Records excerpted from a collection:
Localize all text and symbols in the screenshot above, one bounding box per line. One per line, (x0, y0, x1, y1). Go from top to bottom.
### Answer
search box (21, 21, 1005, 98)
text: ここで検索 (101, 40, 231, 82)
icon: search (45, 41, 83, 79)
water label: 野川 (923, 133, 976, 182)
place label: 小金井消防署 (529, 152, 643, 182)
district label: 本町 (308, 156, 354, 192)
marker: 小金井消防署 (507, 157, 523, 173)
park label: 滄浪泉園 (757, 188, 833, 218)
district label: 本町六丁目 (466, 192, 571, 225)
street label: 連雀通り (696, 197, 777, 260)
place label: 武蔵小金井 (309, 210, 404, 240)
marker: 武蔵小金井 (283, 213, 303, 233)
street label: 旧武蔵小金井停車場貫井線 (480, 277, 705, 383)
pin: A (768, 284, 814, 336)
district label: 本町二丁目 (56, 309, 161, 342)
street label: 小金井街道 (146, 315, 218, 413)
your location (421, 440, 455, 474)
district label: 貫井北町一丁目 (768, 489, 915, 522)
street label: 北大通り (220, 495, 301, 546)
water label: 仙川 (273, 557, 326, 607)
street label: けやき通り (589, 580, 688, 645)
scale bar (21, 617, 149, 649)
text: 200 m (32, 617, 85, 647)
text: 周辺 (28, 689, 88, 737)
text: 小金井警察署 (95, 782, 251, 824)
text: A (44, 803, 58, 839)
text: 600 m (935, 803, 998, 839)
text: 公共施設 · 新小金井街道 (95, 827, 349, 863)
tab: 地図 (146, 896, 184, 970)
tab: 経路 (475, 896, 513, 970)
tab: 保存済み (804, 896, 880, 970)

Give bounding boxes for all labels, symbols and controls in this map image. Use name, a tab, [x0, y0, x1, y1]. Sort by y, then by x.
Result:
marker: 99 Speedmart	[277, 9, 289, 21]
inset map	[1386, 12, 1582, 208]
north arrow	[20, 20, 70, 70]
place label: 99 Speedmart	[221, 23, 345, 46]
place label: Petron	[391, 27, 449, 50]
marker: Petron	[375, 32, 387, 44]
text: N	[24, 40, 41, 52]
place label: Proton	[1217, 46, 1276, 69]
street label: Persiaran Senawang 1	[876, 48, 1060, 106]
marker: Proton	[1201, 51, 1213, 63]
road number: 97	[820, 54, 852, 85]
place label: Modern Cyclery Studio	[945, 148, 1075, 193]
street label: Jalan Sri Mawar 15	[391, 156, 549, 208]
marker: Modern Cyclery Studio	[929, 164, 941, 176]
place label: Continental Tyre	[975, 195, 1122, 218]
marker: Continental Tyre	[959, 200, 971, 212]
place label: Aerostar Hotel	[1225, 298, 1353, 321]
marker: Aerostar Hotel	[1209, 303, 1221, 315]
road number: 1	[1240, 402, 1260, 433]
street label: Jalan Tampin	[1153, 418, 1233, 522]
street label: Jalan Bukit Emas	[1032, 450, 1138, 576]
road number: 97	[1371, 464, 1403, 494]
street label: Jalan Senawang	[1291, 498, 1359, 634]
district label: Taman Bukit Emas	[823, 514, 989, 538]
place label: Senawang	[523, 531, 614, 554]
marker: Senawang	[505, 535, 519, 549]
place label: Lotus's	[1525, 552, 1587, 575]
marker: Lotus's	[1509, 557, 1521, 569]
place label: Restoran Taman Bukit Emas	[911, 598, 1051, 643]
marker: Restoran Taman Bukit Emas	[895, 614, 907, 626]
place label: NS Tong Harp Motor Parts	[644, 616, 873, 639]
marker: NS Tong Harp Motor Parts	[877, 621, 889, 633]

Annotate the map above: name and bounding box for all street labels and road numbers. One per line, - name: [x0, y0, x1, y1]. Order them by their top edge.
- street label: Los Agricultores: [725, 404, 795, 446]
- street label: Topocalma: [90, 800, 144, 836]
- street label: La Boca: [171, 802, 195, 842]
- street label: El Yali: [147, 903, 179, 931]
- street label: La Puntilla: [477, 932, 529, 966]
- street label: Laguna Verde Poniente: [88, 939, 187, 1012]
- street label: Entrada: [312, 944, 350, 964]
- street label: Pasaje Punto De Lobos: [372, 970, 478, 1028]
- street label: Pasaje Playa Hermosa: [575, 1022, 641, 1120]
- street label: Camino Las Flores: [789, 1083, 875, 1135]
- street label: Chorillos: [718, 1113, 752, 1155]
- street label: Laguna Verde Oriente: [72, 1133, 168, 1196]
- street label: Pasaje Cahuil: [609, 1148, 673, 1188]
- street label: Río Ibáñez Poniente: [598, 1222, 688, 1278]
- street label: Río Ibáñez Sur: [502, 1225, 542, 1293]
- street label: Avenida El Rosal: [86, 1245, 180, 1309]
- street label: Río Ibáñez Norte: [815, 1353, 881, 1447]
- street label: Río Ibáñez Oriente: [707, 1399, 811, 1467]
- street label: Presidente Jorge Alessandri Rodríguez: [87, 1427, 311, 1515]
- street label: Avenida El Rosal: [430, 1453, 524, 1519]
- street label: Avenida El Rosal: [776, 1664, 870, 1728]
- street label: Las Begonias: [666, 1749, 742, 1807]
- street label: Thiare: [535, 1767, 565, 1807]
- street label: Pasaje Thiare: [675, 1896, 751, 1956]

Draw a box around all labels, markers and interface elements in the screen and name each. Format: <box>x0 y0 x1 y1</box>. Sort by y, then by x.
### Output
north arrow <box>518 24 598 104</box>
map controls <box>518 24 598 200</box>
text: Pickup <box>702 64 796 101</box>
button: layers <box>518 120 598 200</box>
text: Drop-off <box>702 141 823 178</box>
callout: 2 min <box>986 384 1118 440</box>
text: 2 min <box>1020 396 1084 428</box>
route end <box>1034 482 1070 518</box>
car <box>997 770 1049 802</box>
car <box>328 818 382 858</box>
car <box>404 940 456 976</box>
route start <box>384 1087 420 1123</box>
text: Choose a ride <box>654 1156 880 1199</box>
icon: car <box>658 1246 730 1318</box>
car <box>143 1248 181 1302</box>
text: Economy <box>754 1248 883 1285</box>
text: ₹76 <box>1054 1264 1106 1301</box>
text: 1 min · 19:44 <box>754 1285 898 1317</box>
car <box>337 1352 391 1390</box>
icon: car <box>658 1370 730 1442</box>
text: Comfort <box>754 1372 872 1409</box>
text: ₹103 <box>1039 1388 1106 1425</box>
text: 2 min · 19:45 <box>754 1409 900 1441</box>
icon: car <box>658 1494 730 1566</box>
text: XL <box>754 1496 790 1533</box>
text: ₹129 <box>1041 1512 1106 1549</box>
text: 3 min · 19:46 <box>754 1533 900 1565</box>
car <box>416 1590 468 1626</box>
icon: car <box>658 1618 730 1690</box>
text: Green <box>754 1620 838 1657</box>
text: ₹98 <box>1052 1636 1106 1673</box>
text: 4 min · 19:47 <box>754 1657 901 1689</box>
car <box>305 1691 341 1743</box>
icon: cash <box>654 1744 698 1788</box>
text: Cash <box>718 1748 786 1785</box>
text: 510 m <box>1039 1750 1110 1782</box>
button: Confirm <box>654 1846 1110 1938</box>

> **What the task requires**: All the data above must be copied again. Leave nothing out.

> **Solution for this problem**:
Localize all text and symbols in the screenshot above, one bounding box per line. One per line, (x0, y0, x1, y1). Go from top to bottom.
### Answer
search box (21, 21, 1005, 98)
text: ここで検索 (101, 40, 231, 82)
icon: search (45, 41, 83, 79)
water label: 野川 (923, 133, 976, 182)
place label: 小金井消防署 (529, 152, 643, 182)
district label: 本町 (308, 156, 354, 192)
marker: 小金井消防署 (507, 157, 523, 173)
park label: 滄浪泉園 (757, 188, 833, 218)
district label: 本町六丁目 (466, 192, 571, 225)
street label: 連雀通り (696, 197, 777, 260)
place label: 武蔵小金井 (309, 210, 404, 240)
marker: 武蔵小金井 (283, 213, 303, 233)
street label: 旧武蔵小金井停車場貫井線 (480, 277, 705, 383)
pin: A (768, 284, 814, 336)
district label: 本町二丁目 (56, 309, 161, 342)
street label: 小金井街道 (146, 315, 218, 413)
your location (421, 440, 455, 474)
district label: 貫井北町一丁目 (768, 489, 915, 522)
street label: 北大通り (220, 495, 301, 546)
water label: 仙川 (273, 557, 326, 607)
street label: けやき通り (589, 580, 688, 645)
scale bar (21, 617, 149, 649)
text: 200 m (32, 617, 85, 647)
text: 周辺 (28, 689, 88, 737)
text: 小金井警察署 (95, 782, 251, 824)
text: A (44, 803, 58, 839)
text: 600 m (935, 803, 998, 839)
text: 公共施設 · 新小金井街道 (95, 827, 349, 863)
tab: 地図 (146, 896, 184, 970)
tab: 経路 (475, 896, 513, 970)
tab: 保存済み (804, 896, 880, 970)

Give bounding boxes for all labels, symbols and controls in this map image. Use name, a tab, [x0, y0, x1, y1]. Sort by y, then by x.
Result:
marker: 99 Speedmart	[277, 9, 289, 21]
inset map	[1386, 12, 1582, 208]
north arrow	[20, 20, 70, 70]
place label: 99 Speedmart	[221, 23, 345, 46]
place label: Petron	[391, 27, 449, 50]
marker: Petron	[375, 32, 387, 44]
text: N	[24, 40, 41, 52]
place label: Proton	[1217, 46, 1276, 69]
street label: Persiaran Senawang 1	[876, 48, 1060, 106]
marker: Proton	[1201, 51, 1213, 63]
road number: 97	[820, 54, 852, 85]
place label: Modern Cyclery Studio	[945, 148, 1075, 193]
street label: Jalan Sri Mawar 15	[391, 156, 549, 208]
marker: Modern Cyclery Studio	[929, 164, 941, 176]
place label: Continental Tyre	[975, 195, 1122, 218]
marker: Continental Tyre	[959, 200, 971, 212]
place label: Aerostar Hotel	[1225, 298, 1353, 321]
marker: Aerostar Hotel	[1209, 303, 1221, 315]
road number: 1	[1240, 402, 1260, 433]
street label: Jalan Tampin	[1153, 418, 1233, 522]
street label: Jalan Bukit Emas	[1032, 450, 1138, 576]
road number: 97	[1371, 464, 1403, 494]
street label: Jalan Senawang	[1291, 498, 1359, 634]
district label: Taman Bukit Emas	[823, 514, 989, 538]
place label: Senawang	[523, 531, 614, 554]
marker: Senawang	[505, 535, 519, 549]
place label: Lotus's	[1525, 552, 1587, 575]
marker: Lotus's	[1509, 557, 1521, 569]
place label: Restoran Taman Bukit Emas	[911, 598, 1051, 643]
marker: Restoran Taman Bukit Emas	[895, 614, 907, 626]
place label: NS Tong Harp Motor Parts	[644, 616, 873, 639]
marker: NS Tong Harp Motor Parts	[877, 621, 889, 633]

Annotate the map above: name and bounding box for all street labels and road numbers. One per line, - name: [x0, y0, x1, y1]. Order them by their top edge.
- street label: Los Agricultores: [725, 404, 795, 446]
- street label: Topocalma: [90, 800, 144, 836]
- street label: La Boca: [171, 802, 195, 842]
- street label: El Yali: [147, 903, 179, 931]
- street label: La Puntilla: [477, 932, 529, 966]
- street label: Laguna Verde Poniente: [88, 939, 187, 1012]
- street label: Entrada: [312, 944, 350, 964]
- street label: Pasaje Punto De Lobos: [372, 970, 478, 1028]
- street label: Pasaje Playa Hermosa: [575, 1022, 641, 1120]
- street label: Camino Las Flores: [789, 1083, 875, 1135]
- street label: Chorillos: [718, 1113, 752, 1155]
- street label: Laguna Verde Oriente: [72, 1133, 168, 1196]
- street label: Pasaje Cahuil: [609, 1148, 673, 1188]
- street label: Río Ibáñez Poniente: [598, 1222, 688, 1278]
- street label: Río Ibáñez Sur: [502, 1225, 542, 1293]
- street label: Avenida El Rosal: [86, 1245, 180, 1309]
- street label: Río Ibáñez Norte: [815, 1353, 881, 1447]
- street label: Río Ibáñez Oriente: [707, 1399, 811, 1467]
- street label: Presidente Jorge Alessandri Rodríguez: [87, 1427, 311, 1515]
- street label: Avenida El Rosal: [430, 1453, 524, 1519]
- street label: Avenida El Rosal: [776, 1664, 870, 1728]
- street label: Las Begonias: [666, 1749, 742, 1807]
- street label: Thiare: [535, 1767, 565, 1807]
- street label: Pasaje Thiare: [675, 1896, 751, 1956]

Draw a box around all labels, markers and interface elements in the screen and name each. Format: <box>x0 y0 x1 y1</box>. Sort by y, then by x.
### Output
north arrow <box>518 24 598 104</box>
map controls <box>518 24 598 200</box>
text: Pickup <box>702 64 796 101</box>
button: layers <box>518 120 598 200</box>
text: Drop-off <box>702 141 823 178</box>
callout: 2 min <box>986 384 1118 440</box>
text: 2 min <box>1020 396 1084 428</box>
route end <box>1034 482 1070 518</box>
car <box>997 770 1049 802</box>
car <box>328 818 382 858</box>
car <box>404 940 456 976</box>
route start <box>384 1087 420 1123</box>
text: Choose a ride <box>654 1156 880 1199</box>
icon: car <box>658 1246 730 1318</box>
car <box>143 1248 181 1302</box>
text: Economy <box>754 1248 883 1285</box>
text: ₹76 <box>1054 1264 1106 1301</box>
text: 1 min · 19:44 <box>754 1285 898 1317</box>
car <box>337 1352 391 1390</box>
icon: car <box>658 1370 730 1442</box>
text: Comfort <box>754 1372 872 1409</box>
text: ₹103 <box>1039 1388 1106 1425</box>
text: 2 min · 19:45 <box>754 1409 900 1441</box>
icon: car <box>658 1494 730 1566</box>
text: XL <box>754 1496 790 1533</box>
text: ₹129 <box>1041 1512 1106 1549</box>
text: 3 min · 19:46 <box>754 1533 900 1565</box>
car <box>416 1590 468 1626</box>
icon: car <box>658 1618 730 1690</box>
text: Green <box>754 1620 838 1657</box>
text: ₹98 <box>1052 1636 1106 1673</box>
text: 4 min · 19:47 <box>754 1657 901 1689</box>
car <box>305 1691 341 1743</box>
icon: cash <box>654 1744 698 1788</box>
text: Cash <box>718 1748 786 1785</box>
text: 510 m <box>1039 1750 1110 1782</box>
button: Confirm <box>654 1846 1110 1938</box>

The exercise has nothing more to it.